Saved entries
┄┄┄┄┄┄┄┄┄┄

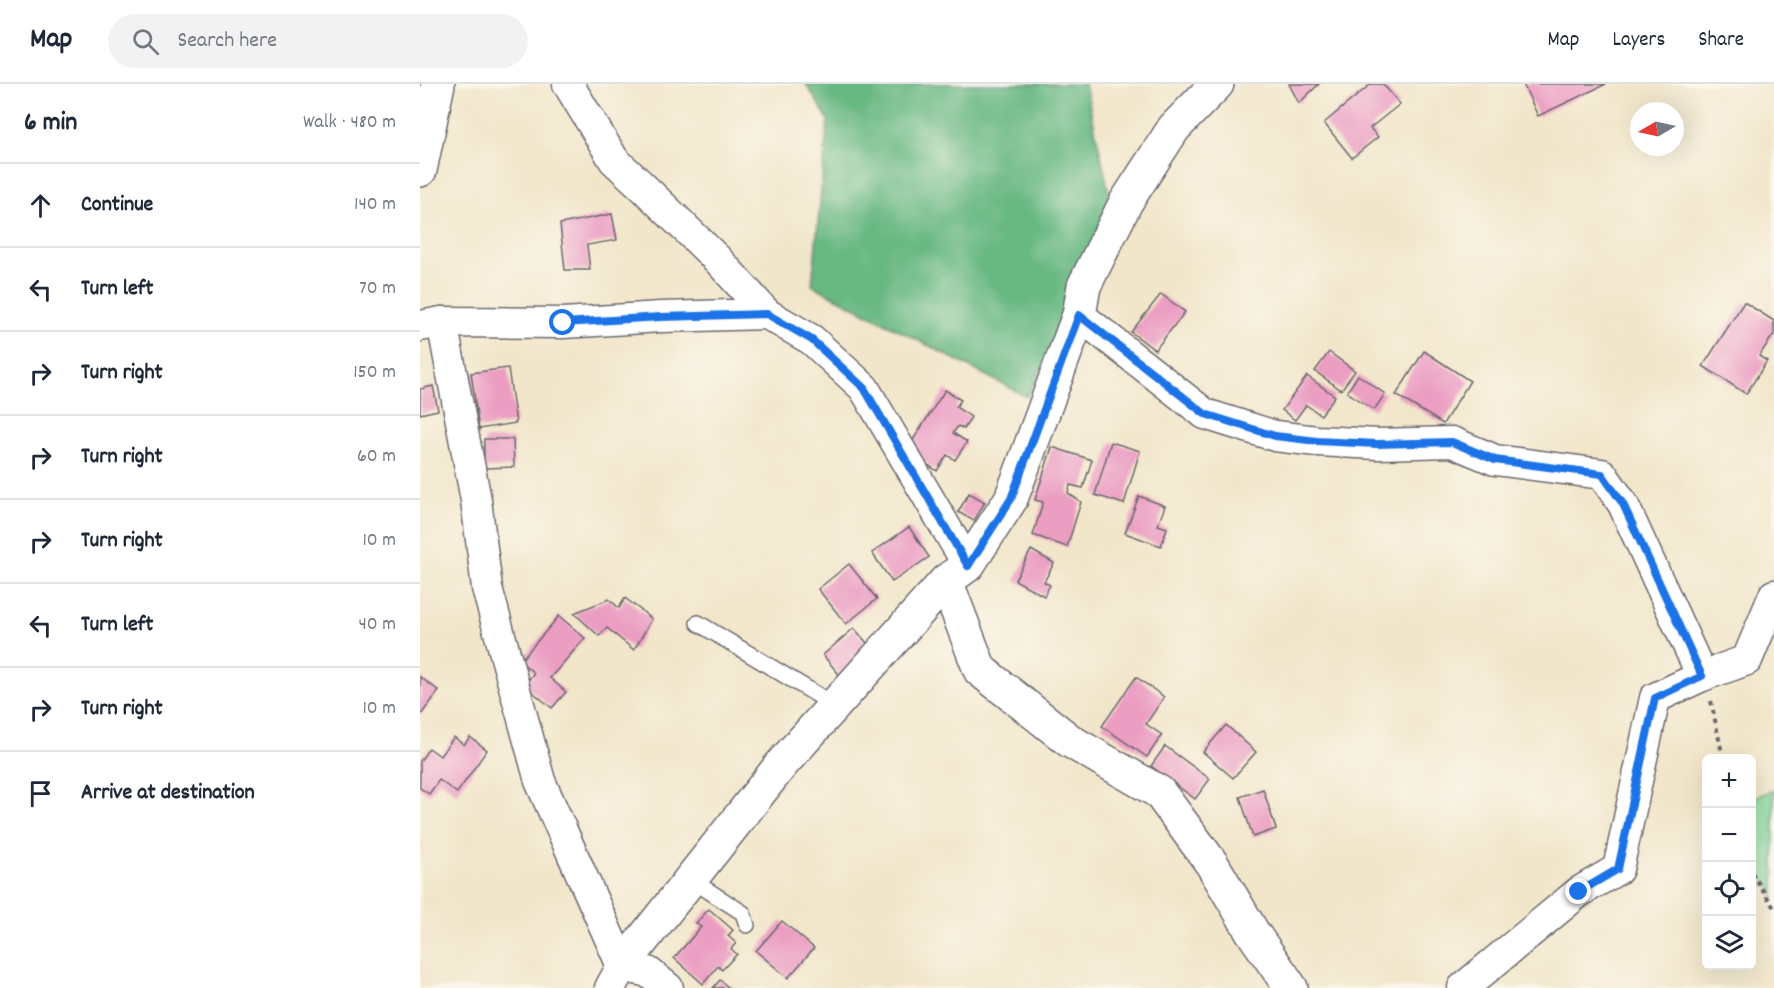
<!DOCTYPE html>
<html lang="en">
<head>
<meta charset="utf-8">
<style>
  body { margin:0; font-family:Dekko,sans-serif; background:#f2f2f3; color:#1f2937 }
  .controls { position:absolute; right:18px; bottom:18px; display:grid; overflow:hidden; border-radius:9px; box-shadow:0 6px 24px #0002 }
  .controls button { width:54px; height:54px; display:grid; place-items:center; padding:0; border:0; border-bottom:2px solid #e0e1e3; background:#fff; color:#1f2937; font:30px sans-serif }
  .compass { position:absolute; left:1210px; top:18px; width:54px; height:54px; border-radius:50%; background:#fff; box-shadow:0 6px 24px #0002; rotate:261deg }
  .stop { position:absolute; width:18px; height:18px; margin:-14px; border:4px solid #1a73e8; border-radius:50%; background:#fff }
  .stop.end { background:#1a73e8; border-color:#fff; box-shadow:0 2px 6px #0008 }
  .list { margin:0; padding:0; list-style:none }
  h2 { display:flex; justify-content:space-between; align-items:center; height:78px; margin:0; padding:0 24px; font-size:26px }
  h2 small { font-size:20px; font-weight:400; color:#747a83 }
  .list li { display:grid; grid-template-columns:39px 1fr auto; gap:18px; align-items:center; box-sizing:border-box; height:84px; padding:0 24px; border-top:2px solid #e0e1e3 }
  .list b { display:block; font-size:22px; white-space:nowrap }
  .list em { font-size:20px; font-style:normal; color:#747a83 }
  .icon { flex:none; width:33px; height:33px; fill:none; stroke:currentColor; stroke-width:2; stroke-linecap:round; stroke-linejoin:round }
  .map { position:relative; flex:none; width:1354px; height:904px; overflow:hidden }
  header { display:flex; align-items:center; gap:36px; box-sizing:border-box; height:84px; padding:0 30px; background:#fff; border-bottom:2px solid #e0e1e3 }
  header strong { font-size:28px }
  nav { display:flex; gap:33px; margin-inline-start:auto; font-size:21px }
  .search { width:420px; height:54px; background:#f2f2f3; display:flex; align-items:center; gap:15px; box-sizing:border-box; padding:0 21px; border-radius:33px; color:#747a83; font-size:22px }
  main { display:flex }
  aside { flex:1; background:#fff }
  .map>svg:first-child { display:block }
</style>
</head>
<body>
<header>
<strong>Map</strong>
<div class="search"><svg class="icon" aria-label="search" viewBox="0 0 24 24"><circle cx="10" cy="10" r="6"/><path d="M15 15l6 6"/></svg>Search here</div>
<nav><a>Map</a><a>Layers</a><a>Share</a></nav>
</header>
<main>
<aside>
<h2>6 min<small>Walk · 480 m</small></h2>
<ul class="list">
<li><svg class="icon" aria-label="ahead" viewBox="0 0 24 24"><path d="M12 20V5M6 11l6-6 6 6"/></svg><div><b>Continue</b></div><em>140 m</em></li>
<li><svg class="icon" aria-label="left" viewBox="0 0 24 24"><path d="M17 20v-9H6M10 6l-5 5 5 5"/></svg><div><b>Turn left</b></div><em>70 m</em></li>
<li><svg class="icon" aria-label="right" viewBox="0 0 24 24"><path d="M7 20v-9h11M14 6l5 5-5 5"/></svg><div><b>Turn right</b></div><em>150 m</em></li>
<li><svg class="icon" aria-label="right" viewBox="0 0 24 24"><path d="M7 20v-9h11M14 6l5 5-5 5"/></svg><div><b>Turn right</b></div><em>60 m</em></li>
<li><svg class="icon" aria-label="right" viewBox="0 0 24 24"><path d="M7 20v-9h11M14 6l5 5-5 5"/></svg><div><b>Turn right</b></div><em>10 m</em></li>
<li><svg class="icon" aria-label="left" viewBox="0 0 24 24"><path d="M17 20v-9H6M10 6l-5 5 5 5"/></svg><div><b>Turn left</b></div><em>40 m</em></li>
<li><svg class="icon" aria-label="right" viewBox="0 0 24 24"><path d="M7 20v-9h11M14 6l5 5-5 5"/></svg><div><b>Turn right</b></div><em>10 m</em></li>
<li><svg class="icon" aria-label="arrive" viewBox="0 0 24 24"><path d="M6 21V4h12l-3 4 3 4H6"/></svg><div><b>Arrive at destination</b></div></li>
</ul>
</aside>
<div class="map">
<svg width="1354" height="904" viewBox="0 0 1354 904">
  <rect width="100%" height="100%" fill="#fbf7ec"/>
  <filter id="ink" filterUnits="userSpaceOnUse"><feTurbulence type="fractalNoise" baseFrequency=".0167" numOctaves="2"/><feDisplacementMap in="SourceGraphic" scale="12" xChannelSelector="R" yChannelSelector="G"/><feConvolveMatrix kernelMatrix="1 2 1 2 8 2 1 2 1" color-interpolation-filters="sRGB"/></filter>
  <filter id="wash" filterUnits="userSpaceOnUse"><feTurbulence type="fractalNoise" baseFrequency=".008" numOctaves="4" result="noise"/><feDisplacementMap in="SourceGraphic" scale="24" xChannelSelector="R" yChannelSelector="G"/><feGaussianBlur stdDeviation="1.35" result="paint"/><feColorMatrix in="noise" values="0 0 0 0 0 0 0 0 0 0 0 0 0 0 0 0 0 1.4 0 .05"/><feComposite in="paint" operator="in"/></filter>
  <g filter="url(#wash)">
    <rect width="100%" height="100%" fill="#f2e6ca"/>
    <!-- green -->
    <polygon fill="#81d79a" stroke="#527c6a" stroke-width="1.5" points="1354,706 1354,812 1332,779 1332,714"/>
    <!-- forest -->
    <polygon fill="#68b882" stroke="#456d5e" stroke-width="1.5" points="386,0 665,0 696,139 607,313 392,201 408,35"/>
    <g id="blocks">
      <!-- building -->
      <g fill="#eb9dc2">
        <polygon points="869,0 899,0 879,19"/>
        <polygon points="951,0 963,0 980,20 950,44 958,53 932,74 904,39"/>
        <polygon points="1103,0 1186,0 1118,32"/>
        <polygon points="192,130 197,156 167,161 170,186 145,186 140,140"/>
        <polygon points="741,210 765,228 735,266 711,248"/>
        <polygon points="1324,218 1354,237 1354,250 1339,272 1347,277 1326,310 1283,282"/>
        <polygon points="1004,267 1050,297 1023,340 976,311"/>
        <polygon points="909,268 935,287 921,306 895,287"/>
        <polygon points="88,284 96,339 59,345 51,289"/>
        <polygon points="938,291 965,310 954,326 927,308"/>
        <polygon points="887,292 915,312 901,331 886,321 875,336 862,326"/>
        <polygon points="13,302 18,326 0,330 0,305"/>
        <polygon points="525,306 541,316 536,323 551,333 544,345 538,342 533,349 547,358 535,376 527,371 517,387 486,367"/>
        <polygon points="64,355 93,355 94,383 64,384"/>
        <polygon points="691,358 720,367 704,420 675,411"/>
        <polygon points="632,363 672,376 663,404 650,401 648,409 661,418 647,463 613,451 623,418 615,416"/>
        <polygon points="549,409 565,418 554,437 538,428"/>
        <polygon points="719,412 745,422 738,441 747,444 741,462 705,449"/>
        <polygon points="489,443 509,473 472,498 452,469"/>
        <polygon points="611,466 634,479 624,498 630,501 624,512 595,496"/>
        <polygon points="429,480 457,515 426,540 398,505"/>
        <polygon points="205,514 232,535 214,566 187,544 179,552 154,529 189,515 199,524"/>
        <polygon points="139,532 165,554 130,594 146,608 132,624 104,601 114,589 100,577"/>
        <polygon points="434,544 454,567 422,594 403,571"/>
        <polygon points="0,593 19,607 0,632"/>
        <polygon points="716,593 744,613 726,640 742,651 727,673 682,642"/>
        <polygon points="806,641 836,668 813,694 783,668"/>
        <polygon points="34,653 44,661 50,653 67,666 37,709 19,696 9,710 0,704 0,677 9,664 20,672"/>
        <polygon points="745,662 790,695 775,715 731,682"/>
        <polygon points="843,705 856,745 833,753 820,713"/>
        <polygon points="289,825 313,846 308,852 316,859 311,865 317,870 302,886 298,882 283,900 254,874 281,843 276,839"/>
        <polygon points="362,837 394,864 368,894 336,867"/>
        <polygon points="300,896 309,904 293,904"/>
      </g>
    </g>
  </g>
  <g filter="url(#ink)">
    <use href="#blocks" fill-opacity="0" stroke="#6b676d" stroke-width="1.5"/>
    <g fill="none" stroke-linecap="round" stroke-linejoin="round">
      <defs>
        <g id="lane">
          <polyline points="278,539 414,621"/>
          <polyline points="270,795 323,829 327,841"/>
        </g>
        <g id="street">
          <polyline points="148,0 194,76 223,103 297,175 347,230 392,256 444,304 548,481"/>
          <polyline points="659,231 785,330 855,352 897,357 958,360 1032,358 1075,376 1182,390 1203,420 1282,592"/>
          <polyline points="22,238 56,416 67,504 120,697 202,882"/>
          <polyline points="0,242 22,238 143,239 241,233 347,230"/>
          <polyline points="202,882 228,888 248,904"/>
          <polyline points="190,904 202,882"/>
          <polyline points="1043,904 1159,808 1198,785 1235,614 1282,592 1327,576 1354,511"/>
        </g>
        <g id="secondary">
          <polyline points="0,86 18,0"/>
          <polyline points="526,497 560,586 650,657 739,708 792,780 833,849 871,904"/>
          <polyline points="202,882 361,681 526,497 548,481 591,415 659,231 664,202 706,118 754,44 797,0"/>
        </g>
      </defs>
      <!-- lane casing -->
      <use href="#lane" stroke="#6b676d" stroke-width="18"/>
      <!-- street casing -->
      <use href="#street" stroke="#6b676d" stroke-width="33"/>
      <!-- secondary casing -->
      <use href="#secondary" stroke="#6b676d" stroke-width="36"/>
      <!-- path -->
      <g stroke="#6b676d" stroke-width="4" stroke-dasharray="4.5 4.5" stroke-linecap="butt">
        <polyline points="1291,617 1303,674"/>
        <polyline points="1332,789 1354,824"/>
      </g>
      <!-- lane -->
      <use href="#lane" stroke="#fff" stroke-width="15"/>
      <!-- street -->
      <use href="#street" stroke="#fff" stroke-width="30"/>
      <!-- secondary -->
      <use href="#secondary" stroke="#fff" stroke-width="33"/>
    </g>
  </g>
  <g fill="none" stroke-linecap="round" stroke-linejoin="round" filter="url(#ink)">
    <!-- route -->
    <polyline stroke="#1a73e8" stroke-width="8" points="143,239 241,233 347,230 392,256 444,304 548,482 591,415 659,231 785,330 855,352 897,357 957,360 1032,358 1075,376 1182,390 1203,420 1282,592 1235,614 1198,785 1159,808"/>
  </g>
</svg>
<div class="controls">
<button>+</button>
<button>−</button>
<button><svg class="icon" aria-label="locate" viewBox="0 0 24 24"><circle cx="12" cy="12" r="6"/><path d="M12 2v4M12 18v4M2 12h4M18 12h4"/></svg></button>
<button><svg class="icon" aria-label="layers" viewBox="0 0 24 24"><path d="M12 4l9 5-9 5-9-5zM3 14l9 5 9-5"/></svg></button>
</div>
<svg class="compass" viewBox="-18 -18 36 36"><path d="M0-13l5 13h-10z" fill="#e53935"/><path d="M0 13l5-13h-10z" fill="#747a83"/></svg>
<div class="stop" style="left:143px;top:239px"></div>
<div class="stop end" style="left:1159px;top:808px"></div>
</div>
</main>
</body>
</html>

┄┄┄┄┄┄┄┄┄┄

**Your objective:** Where in the records does the string "list" appear? Copy every line that has it.

**Completed task:**
  .list { margin:0; padding:0; list-style:none }
  .list li { display:grid; grid-template-columns:39px 1fr auto; gap:18px; align-items:center; box-sizing:border-box; height:84px; padding:0 24px; border-top:2px solid #e0e1e3 }
  .list b { display:block; font-size:22px; white-space:nowrap }
  .list em { font-size:20px; font-style:normal; color:#747a83 }
<ul class="list">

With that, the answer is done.